#### AIM OF THE TASK
Return each line of the data below verbatim; pictures are to be left out.

#### SOURCE MATERIAL
---

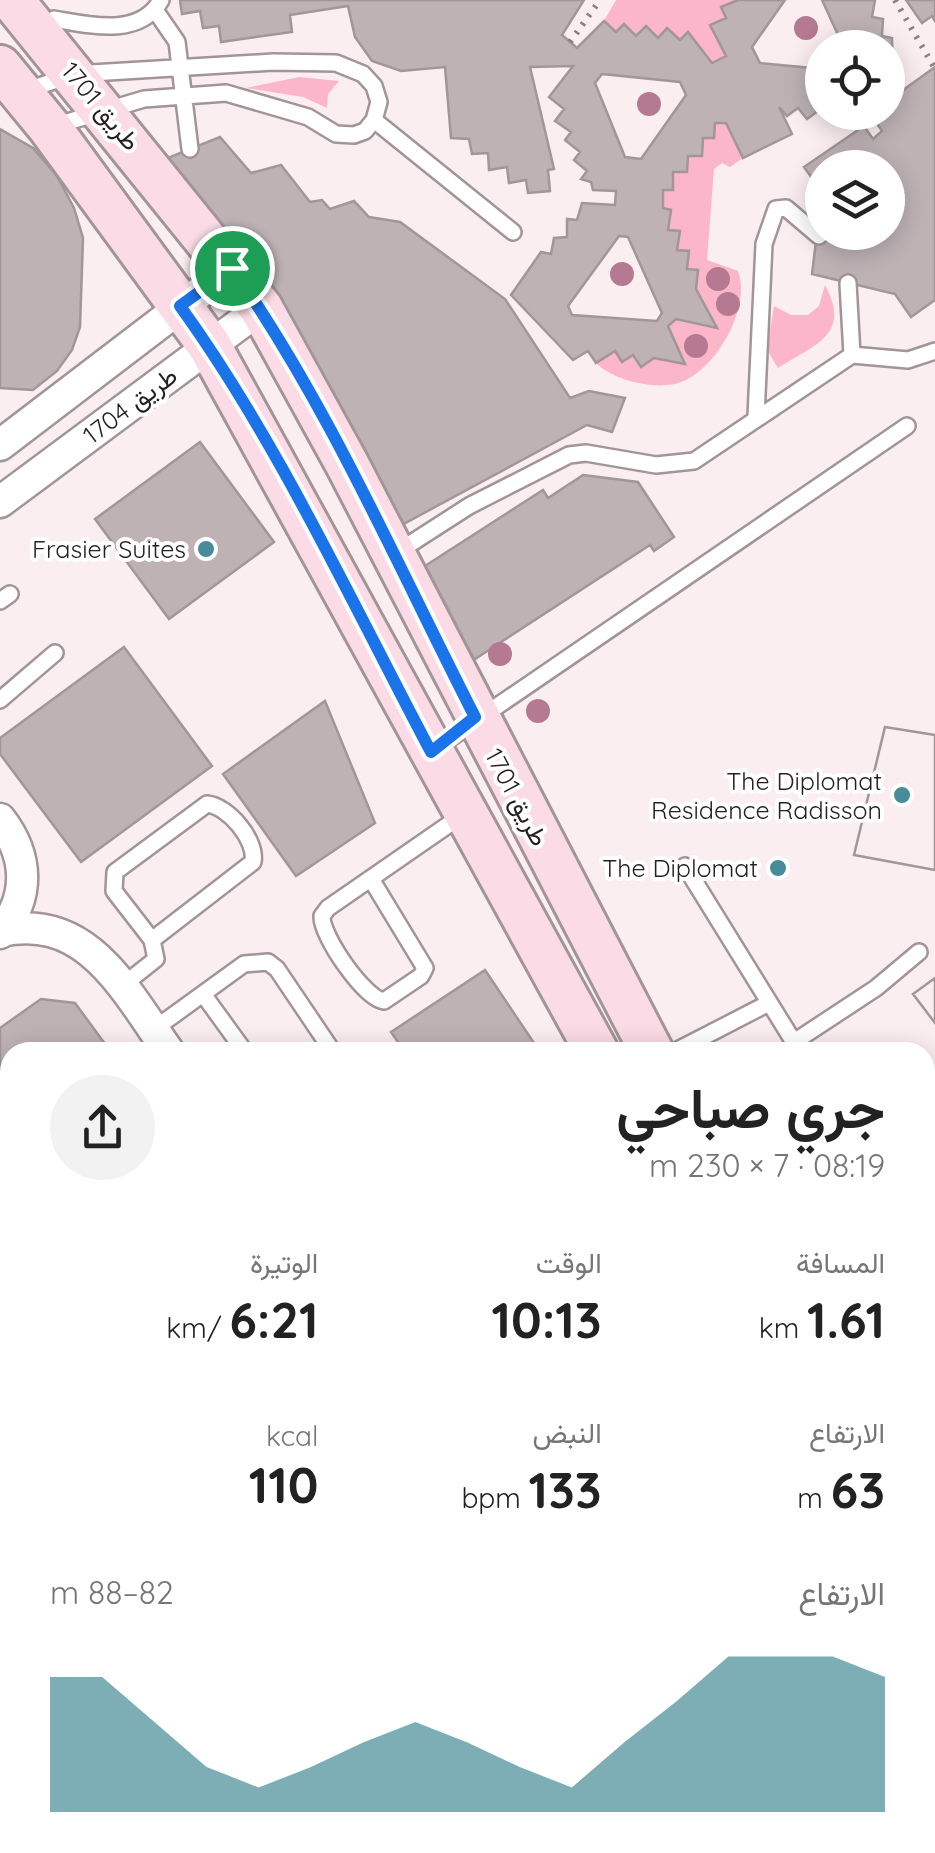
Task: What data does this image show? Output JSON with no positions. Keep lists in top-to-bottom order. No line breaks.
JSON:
{"streets":{"street":["طريق 1701","طريق 1704"]},"crossings":[["طريق 1701","طريق 1704"]],"places":["Frasier Suites","The Diplomat Residence Radisson","The Diplomat"],"page":{"heading":["جري صباحي","08:19 · 7 × 230 m"],"stats":[["المسافة","1.61 km"],["الوقت","10:13"],["الوتيرة","6:21 /km"],["الارتفاع","63 m"],["النبض","133 bpm"],["kcal","110"]],"chart":["الارتفاع","82–88 m"]}}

---

#### ANSWER
Task: What data does this image show? Output JSON with no positions. Keep lists in top-to-bottom order. No line breaks.
JSON:
{"streets":{"street":["طريق 1701","طريق 1704"]},"crossings":[["طريق 1701","طريق 1704"]],"places":["Frasier Suites","The Diplomat Residence Radisson","The Diplomat"],"page":{"heading":["جري صباحي","08:19 · 7 × 230 m"],"stats":[["المسافة","1.61 km"],["الوقت","10:13"],["الوتيرة","6:21 /km"],["الارتفاع","63 m"],["النبض","133 bpm"],["kcal","110"]],"chart":["الارتفاع","82–88 m"]}}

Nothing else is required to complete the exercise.